O Brasil desde sempre é tratado como o “país do futuro”. Seus erros históricos tendem a ser amenizados e a promessa de que venha a se tornar um gigante é sempre latente. Dessa forma é que perdemos diversos “bondes da história”. O da regularização fundiária é um deles. Até hoje se corre atrás de uma regularização ainda utópica, com heranças da época das sesmarias.

Pois bem. Mais um bonde se aproxima e teremos de estar muito atentos para não perdê-lo: a transição para uma economia de baixo carbono.
Não é de hoje que a questão ambiental é vista como entrave no Brasil. Aliás, nossa posição foi declaradamente esta na Convenção das Nações Unidas para o Meio Ambiente Humano realizada em Estocolmo em 1972. Quando o mundo começava a pensar na questão ambiental, o Brasil se colocava como protagonista do “milagre do desenvolvimento econômico”. Aquele que não poderia barrar seu desenvolvimento com entraves considerados menores.

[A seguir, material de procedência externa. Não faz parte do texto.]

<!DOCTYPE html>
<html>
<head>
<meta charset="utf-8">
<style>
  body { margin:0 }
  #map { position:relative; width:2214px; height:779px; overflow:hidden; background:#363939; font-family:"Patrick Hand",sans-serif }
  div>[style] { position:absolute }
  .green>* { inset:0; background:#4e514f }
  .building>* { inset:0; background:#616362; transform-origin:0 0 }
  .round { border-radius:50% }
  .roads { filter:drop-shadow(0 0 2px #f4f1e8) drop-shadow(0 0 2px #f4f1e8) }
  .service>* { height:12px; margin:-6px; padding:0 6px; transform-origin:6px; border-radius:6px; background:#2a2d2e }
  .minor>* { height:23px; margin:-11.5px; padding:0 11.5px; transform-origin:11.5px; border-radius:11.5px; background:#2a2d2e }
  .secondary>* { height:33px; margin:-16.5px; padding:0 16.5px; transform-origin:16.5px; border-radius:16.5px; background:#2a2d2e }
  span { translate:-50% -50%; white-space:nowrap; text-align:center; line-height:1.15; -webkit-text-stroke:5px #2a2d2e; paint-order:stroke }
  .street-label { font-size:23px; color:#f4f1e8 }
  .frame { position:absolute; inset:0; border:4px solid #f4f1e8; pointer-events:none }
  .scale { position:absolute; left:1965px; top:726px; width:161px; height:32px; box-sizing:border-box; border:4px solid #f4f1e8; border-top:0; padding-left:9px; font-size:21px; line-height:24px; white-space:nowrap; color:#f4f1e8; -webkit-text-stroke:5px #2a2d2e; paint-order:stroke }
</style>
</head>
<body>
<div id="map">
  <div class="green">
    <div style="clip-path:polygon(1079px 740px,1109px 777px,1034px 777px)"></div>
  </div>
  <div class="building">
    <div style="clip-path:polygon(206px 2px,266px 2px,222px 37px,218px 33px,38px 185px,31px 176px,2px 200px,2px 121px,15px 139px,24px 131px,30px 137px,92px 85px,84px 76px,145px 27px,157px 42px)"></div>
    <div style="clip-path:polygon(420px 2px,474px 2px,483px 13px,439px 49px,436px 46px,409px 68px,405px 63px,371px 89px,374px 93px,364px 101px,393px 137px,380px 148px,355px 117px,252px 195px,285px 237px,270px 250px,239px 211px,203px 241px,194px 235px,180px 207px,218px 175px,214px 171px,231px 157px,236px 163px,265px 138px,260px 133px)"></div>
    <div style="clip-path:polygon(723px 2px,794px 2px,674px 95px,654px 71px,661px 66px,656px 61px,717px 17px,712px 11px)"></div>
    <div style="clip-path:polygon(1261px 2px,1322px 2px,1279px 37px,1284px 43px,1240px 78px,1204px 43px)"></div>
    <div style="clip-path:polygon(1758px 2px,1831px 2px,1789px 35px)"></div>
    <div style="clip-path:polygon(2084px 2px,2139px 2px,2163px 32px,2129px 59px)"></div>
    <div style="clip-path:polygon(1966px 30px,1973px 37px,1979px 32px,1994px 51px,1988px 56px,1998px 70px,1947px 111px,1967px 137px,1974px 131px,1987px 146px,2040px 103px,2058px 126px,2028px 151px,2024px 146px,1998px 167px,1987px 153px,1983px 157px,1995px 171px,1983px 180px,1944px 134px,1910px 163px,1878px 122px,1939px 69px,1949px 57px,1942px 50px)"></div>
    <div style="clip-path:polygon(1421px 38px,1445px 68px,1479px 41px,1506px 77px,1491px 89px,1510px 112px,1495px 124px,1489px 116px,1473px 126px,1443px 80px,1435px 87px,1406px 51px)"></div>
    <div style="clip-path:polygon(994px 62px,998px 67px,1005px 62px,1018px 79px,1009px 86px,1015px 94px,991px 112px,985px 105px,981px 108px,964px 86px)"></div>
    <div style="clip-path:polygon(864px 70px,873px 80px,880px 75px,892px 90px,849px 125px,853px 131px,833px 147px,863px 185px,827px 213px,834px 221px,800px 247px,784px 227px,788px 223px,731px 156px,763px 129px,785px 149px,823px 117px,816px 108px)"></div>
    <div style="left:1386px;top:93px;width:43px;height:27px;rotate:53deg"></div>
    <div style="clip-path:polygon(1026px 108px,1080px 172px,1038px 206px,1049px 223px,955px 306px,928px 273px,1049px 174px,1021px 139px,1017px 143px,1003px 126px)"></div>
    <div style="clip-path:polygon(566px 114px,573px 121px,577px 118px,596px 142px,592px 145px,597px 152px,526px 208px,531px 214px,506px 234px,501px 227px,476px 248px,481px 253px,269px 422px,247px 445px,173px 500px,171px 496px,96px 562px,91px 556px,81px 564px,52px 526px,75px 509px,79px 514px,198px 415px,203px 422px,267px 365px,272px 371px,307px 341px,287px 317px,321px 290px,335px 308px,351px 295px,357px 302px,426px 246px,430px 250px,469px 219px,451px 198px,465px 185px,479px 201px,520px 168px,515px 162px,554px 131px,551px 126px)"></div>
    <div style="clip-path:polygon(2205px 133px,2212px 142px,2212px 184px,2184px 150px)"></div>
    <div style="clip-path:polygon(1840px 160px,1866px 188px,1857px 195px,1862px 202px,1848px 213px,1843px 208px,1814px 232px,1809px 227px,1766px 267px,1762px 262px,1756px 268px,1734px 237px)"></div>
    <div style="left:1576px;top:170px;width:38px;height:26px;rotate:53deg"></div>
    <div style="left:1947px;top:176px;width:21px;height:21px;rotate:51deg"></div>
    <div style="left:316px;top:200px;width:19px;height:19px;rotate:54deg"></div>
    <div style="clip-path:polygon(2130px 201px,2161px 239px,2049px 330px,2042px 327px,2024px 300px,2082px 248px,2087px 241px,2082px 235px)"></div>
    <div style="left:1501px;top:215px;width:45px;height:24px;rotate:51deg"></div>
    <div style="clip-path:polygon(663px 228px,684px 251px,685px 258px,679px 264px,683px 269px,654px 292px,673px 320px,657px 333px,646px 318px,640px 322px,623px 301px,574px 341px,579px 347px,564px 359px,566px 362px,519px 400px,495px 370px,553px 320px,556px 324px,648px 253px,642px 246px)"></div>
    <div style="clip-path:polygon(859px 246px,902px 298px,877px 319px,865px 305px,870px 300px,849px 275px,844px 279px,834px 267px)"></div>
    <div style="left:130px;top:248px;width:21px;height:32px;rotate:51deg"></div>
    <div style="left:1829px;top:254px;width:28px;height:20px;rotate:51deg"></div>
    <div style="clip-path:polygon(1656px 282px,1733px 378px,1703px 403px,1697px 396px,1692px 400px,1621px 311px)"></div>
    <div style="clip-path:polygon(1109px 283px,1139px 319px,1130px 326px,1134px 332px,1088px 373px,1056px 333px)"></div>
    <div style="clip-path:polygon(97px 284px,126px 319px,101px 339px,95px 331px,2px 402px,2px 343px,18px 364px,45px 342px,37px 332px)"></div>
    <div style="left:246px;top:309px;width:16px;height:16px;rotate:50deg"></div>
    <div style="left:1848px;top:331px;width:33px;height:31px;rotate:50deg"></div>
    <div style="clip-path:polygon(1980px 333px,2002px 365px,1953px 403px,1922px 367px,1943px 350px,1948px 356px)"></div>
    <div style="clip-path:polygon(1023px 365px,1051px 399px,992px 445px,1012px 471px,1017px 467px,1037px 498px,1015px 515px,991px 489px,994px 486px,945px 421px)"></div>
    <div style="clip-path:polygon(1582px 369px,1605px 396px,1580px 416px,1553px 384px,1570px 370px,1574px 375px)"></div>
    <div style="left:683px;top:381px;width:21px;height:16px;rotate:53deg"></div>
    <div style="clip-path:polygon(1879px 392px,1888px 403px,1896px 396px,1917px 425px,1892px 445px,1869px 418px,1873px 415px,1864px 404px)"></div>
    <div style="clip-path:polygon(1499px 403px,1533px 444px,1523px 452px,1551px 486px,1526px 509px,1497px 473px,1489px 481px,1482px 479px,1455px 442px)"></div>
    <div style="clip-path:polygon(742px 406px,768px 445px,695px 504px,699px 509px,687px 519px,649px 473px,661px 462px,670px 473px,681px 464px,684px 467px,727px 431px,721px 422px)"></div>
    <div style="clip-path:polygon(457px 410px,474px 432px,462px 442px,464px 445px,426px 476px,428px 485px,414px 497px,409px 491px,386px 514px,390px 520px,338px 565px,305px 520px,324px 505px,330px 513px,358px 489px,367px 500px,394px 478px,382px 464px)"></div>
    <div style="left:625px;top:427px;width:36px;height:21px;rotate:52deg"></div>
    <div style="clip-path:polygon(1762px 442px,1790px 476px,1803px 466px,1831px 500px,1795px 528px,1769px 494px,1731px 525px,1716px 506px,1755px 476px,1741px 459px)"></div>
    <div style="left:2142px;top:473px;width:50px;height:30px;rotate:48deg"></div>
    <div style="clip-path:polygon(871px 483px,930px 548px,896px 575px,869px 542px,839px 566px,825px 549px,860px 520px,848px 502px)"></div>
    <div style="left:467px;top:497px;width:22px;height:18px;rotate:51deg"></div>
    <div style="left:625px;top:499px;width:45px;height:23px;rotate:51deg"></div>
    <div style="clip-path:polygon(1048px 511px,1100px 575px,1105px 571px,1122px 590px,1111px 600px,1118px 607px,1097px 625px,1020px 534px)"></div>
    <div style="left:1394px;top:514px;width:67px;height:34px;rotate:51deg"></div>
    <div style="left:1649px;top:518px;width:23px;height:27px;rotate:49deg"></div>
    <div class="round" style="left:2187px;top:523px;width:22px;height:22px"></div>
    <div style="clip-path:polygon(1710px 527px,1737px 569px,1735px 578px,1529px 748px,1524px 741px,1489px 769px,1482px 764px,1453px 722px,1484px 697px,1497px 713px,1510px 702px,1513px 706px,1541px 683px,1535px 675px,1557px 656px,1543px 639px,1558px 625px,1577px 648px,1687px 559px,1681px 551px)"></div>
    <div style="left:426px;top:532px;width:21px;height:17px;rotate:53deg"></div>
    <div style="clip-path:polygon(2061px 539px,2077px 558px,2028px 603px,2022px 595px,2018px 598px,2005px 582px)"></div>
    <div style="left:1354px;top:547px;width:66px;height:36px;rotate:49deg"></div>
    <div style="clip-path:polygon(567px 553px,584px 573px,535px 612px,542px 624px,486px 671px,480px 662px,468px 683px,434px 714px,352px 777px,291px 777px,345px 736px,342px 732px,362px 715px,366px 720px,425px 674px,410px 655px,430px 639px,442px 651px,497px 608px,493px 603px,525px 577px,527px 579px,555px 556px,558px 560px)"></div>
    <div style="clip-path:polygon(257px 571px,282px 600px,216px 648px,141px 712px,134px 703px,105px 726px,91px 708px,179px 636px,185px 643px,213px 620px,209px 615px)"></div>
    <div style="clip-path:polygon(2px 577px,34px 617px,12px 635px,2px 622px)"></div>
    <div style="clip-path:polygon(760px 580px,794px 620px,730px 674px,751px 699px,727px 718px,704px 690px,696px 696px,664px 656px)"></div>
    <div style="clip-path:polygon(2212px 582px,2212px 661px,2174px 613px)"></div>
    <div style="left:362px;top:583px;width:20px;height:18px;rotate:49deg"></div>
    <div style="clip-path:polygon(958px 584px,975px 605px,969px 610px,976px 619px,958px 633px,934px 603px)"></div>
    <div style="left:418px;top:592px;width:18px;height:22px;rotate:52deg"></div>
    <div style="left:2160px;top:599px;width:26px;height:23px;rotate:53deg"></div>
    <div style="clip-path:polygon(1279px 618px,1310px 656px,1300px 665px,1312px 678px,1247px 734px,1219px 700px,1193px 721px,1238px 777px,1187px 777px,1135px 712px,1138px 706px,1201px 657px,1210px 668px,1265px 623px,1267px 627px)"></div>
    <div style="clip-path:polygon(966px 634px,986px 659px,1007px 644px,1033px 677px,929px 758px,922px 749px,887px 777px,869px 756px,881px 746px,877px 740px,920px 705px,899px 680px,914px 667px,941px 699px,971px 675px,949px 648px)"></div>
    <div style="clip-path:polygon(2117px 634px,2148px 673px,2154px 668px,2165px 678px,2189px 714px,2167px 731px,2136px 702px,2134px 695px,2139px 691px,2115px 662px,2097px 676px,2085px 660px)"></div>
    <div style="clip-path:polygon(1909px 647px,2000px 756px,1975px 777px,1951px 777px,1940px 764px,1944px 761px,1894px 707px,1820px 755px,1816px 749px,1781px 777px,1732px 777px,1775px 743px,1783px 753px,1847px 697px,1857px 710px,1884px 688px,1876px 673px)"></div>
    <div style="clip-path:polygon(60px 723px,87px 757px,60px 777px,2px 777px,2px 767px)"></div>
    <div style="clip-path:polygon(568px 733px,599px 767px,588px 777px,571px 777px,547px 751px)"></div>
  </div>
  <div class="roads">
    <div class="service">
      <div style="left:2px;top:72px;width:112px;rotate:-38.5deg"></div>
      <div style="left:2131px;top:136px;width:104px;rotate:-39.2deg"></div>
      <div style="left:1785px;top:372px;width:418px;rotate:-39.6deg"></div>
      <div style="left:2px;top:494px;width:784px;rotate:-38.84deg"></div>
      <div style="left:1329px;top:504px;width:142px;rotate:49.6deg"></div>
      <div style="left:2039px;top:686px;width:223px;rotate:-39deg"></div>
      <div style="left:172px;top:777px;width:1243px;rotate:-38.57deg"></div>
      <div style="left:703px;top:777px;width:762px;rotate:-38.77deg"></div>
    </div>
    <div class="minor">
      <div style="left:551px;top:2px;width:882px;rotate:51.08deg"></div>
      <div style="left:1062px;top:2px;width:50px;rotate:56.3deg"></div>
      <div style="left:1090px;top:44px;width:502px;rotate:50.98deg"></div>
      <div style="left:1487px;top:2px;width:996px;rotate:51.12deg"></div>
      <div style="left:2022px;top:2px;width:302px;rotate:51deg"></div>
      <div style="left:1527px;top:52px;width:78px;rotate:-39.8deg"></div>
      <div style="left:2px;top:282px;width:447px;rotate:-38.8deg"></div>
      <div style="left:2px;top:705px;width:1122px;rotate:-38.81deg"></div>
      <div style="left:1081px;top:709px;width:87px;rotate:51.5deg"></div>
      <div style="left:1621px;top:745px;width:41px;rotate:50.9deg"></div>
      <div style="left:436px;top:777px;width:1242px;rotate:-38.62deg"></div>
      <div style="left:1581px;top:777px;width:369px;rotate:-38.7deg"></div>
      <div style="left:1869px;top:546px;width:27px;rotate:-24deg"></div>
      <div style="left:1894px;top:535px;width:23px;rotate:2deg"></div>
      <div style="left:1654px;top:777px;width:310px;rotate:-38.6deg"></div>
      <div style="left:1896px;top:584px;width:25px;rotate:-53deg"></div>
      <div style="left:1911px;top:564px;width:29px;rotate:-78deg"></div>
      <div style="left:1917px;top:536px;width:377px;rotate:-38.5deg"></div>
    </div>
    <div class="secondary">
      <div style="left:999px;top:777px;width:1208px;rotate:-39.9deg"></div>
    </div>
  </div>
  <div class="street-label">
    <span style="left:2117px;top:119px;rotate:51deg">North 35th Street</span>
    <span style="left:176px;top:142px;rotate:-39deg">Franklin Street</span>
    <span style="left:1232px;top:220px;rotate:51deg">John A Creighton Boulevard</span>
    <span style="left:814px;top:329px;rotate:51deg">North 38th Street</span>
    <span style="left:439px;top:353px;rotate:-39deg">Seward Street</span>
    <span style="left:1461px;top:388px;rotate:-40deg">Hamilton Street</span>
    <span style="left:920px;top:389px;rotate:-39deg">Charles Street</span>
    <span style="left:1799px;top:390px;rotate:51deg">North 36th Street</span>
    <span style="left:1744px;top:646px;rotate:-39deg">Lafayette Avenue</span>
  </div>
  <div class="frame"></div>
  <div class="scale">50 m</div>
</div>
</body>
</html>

Quase quarenta anos se passaram e não podemos continuar nos comportando da mesma forma. O momento exige que aprendamos a nos beneficiar de nossas riquezas naturais para a promoção de um desenvolvimento que possa realmente ser considerado sustentável. Inclusive em termos econômicos.

A boa notícia é que as mudanças para nós não precisarão ser tão drásticas. De acordo com estudo divulgado pela consultoria McKinsey no ano passado, “Caminhos para uma economia de baixa emissão de carbono no Brasil”, 72% do potencial de redução de emissões no Brasil estariam ligados ao objetivo de zerar o desmatamento – o que significa tão-somente fazer valer a legislação ambiental em vigor. Outros 14% dependeriam da adoção de melhores práticas de agropecuária já consolidadas.

No entanto, não podemos manter o foco no que parece de mais fácil exequibilidade. O que se impõe como diferencial é o investimento em tecnologias limpas, a redução no consumo energético, o desenvolvimento de produtos com maior valor agregado.

E em ano eleitoral bem sabemos que não podemos esperar do Governo aquilo que pressupõe uma verdadeira mudança de paradigma. A esperança é que a revolução se inicie no próprio setor produtivo. Que se possa enxergar o momento como uma verdadeira oportunidade que se apresenta para abandonarmos o papel que há muito nos foi legado de importador de tecnologia e nos consolidarmos como um dos principais vetores de uma nova economia.